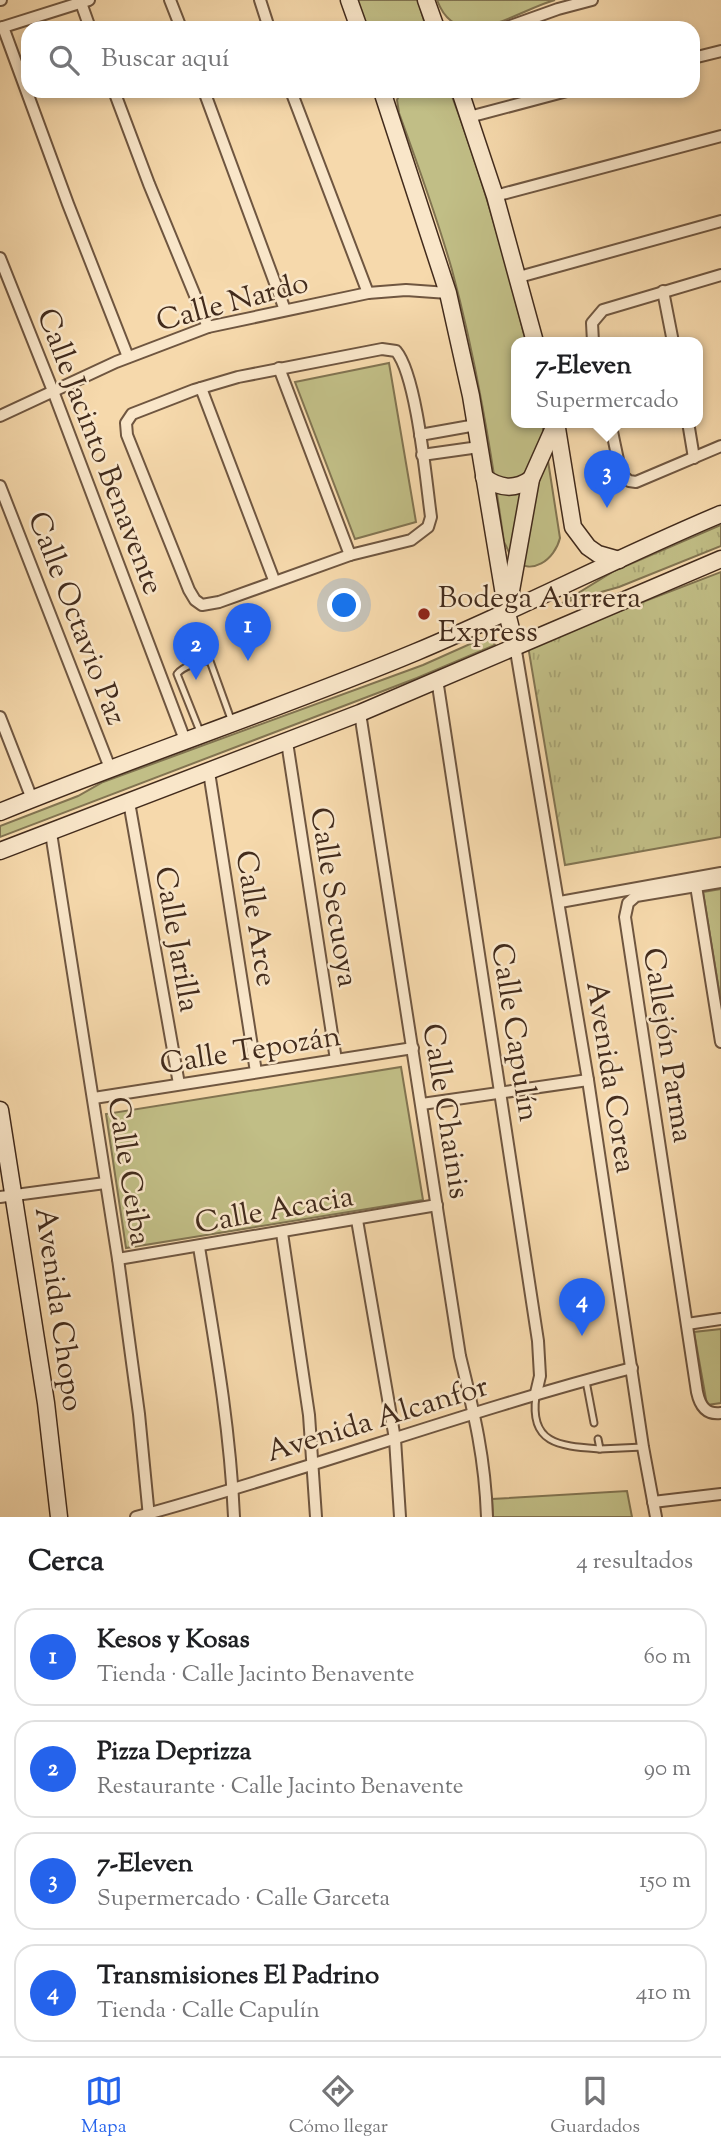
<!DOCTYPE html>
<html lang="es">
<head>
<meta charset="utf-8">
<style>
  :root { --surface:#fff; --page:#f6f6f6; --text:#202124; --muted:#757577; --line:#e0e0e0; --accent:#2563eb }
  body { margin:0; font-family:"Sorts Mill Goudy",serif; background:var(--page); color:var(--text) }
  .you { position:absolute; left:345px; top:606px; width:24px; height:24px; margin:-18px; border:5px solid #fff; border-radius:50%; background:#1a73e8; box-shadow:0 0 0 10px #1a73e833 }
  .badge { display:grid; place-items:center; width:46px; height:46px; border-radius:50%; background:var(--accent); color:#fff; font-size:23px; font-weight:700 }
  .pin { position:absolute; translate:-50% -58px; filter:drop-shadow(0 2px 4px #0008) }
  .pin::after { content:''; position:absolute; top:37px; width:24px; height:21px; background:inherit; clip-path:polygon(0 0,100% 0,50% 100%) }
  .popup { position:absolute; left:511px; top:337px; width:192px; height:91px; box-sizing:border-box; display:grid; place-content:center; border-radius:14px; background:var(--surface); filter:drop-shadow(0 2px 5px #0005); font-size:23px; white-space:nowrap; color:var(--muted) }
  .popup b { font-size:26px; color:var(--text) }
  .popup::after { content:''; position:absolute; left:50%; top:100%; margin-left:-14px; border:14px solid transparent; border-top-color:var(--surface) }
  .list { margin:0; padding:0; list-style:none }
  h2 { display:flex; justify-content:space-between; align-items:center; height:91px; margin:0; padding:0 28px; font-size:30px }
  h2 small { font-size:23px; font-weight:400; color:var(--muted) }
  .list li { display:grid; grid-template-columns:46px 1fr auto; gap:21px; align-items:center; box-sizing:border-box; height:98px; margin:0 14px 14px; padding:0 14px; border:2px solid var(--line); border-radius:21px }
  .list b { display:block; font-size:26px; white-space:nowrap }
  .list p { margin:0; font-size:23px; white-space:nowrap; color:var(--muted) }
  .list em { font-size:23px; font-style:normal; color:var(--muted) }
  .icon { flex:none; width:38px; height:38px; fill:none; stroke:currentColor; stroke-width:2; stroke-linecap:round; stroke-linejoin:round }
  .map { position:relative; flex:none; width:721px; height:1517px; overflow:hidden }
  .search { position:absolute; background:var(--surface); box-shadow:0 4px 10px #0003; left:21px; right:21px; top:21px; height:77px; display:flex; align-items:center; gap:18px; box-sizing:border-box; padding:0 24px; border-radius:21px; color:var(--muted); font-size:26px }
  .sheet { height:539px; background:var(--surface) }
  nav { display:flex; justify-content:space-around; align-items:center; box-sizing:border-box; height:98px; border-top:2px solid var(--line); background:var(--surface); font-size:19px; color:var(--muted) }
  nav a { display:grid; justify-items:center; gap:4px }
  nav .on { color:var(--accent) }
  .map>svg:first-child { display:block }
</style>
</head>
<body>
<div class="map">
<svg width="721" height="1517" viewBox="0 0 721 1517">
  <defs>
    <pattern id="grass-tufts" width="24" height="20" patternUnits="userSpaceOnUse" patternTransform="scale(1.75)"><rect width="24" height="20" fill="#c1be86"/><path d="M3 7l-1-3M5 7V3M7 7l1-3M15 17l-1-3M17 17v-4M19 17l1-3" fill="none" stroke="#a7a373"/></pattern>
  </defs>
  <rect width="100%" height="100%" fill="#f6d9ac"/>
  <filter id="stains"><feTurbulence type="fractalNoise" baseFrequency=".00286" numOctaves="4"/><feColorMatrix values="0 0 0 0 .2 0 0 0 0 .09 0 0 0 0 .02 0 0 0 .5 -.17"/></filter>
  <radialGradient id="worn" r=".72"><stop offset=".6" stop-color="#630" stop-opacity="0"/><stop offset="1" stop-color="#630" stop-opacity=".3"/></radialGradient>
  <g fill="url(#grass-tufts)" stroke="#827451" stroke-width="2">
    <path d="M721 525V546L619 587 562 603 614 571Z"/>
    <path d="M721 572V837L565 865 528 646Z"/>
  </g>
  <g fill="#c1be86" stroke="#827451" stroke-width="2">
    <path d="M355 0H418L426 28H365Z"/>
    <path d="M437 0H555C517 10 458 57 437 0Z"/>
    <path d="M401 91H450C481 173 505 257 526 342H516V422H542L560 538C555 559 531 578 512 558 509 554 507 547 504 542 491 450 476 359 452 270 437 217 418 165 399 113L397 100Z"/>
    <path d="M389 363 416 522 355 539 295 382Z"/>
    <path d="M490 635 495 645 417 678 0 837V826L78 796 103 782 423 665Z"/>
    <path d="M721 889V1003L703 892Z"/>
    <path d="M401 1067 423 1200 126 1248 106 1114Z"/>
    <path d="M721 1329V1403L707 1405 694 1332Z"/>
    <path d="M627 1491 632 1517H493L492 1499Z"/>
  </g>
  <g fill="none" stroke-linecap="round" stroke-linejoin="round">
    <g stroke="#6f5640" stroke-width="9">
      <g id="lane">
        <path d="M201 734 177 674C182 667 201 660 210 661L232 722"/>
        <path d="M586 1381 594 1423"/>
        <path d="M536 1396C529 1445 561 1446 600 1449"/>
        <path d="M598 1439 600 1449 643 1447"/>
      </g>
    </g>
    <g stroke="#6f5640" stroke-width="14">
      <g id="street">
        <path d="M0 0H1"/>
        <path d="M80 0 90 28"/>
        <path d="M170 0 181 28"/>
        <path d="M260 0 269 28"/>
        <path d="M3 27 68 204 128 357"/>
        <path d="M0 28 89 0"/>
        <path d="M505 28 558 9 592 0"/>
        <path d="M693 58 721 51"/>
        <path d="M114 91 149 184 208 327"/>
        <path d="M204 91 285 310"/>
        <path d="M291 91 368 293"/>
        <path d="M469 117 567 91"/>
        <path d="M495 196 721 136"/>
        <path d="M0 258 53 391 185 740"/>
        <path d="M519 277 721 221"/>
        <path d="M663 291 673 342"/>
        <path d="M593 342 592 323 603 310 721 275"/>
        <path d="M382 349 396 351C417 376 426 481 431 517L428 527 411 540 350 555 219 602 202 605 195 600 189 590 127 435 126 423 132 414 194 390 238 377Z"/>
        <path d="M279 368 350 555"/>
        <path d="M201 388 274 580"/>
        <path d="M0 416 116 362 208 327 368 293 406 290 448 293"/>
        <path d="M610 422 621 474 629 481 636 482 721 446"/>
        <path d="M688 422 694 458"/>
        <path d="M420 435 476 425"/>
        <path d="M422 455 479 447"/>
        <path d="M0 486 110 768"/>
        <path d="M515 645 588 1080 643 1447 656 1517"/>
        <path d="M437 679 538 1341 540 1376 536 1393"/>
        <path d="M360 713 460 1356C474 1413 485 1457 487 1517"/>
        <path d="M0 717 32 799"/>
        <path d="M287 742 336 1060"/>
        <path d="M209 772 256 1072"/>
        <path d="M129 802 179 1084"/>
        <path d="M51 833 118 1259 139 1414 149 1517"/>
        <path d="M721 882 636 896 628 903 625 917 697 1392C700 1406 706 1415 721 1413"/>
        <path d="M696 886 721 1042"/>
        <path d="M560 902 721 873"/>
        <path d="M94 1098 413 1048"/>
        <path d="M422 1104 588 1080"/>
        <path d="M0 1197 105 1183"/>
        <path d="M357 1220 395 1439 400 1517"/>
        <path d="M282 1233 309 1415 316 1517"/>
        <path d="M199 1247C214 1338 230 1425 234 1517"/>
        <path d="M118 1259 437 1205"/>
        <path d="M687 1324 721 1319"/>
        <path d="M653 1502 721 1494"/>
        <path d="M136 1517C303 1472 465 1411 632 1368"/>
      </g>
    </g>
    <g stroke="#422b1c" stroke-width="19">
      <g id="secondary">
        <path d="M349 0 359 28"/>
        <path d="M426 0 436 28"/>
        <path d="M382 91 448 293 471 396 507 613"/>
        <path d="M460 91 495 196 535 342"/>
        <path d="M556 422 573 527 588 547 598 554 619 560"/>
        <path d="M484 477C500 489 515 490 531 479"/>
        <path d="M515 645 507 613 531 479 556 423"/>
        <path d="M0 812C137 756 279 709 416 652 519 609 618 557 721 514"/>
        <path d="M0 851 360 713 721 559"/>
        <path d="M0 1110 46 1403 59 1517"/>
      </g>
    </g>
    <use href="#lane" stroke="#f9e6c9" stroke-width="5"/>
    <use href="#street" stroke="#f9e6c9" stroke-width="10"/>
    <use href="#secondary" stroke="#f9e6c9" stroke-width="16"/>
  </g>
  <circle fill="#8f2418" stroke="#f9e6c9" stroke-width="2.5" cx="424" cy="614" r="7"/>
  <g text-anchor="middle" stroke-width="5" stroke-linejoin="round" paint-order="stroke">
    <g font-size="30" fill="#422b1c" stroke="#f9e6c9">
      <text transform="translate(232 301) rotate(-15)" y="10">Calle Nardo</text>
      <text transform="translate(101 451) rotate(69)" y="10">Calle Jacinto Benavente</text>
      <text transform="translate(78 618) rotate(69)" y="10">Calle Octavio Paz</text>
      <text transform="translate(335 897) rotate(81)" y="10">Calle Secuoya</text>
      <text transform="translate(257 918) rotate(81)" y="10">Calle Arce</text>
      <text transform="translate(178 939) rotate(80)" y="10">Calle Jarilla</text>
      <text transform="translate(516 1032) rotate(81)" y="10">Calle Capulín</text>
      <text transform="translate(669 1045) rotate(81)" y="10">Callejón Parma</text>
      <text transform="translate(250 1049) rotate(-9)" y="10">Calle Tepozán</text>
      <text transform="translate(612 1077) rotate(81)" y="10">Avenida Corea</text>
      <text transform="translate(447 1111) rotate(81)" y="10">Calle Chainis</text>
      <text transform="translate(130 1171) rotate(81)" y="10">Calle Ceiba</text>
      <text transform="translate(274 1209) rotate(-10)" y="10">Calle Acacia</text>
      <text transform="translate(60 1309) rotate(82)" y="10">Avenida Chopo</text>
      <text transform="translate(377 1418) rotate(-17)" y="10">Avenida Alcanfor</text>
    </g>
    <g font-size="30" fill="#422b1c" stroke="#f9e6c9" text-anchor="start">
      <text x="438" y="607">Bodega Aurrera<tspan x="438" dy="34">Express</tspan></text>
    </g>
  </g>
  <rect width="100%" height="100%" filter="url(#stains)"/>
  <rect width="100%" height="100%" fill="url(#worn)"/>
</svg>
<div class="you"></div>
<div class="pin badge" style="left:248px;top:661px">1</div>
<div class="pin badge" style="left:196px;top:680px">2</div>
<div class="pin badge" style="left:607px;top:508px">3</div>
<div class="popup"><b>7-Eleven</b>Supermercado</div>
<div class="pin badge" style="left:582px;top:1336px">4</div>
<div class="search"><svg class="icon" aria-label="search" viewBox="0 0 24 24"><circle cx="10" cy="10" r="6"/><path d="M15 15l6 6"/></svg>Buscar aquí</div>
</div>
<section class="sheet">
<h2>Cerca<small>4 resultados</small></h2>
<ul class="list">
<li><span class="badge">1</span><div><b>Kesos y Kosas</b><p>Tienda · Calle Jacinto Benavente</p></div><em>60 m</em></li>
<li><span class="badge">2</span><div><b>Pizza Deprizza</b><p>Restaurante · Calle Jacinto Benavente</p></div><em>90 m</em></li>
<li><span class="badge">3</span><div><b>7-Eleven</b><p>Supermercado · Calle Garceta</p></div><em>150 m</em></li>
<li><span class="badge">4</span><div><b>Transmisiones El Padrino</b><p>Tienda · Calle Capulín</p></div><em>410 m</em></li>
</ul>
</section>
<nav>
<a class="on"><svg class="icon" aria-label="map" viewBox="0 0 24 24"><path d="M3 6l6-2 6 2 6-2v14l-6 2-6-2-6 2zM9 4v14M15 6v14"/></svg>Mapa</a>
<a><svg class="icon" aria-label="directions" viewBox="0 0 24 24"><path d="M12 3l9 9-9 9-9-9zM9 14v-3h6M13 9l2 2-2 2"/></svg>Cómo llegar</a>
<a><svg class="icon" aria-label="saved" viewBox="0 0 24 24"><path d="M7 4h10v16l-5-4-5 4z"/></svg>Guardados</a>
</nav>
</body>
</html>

Problem to work on:
Every line with "worn" in it should be copied from the entries above.

Task result:
  <radialGradient id="worn" r=".72"><stop offset=".6" stop-color="#630" stop-opacity="0"/><stop offset="1" stop-color="#630" stop-opacity=".3"/></radialGradient>
  <rect width="100%" height="100%" fill="url(#worn)"/>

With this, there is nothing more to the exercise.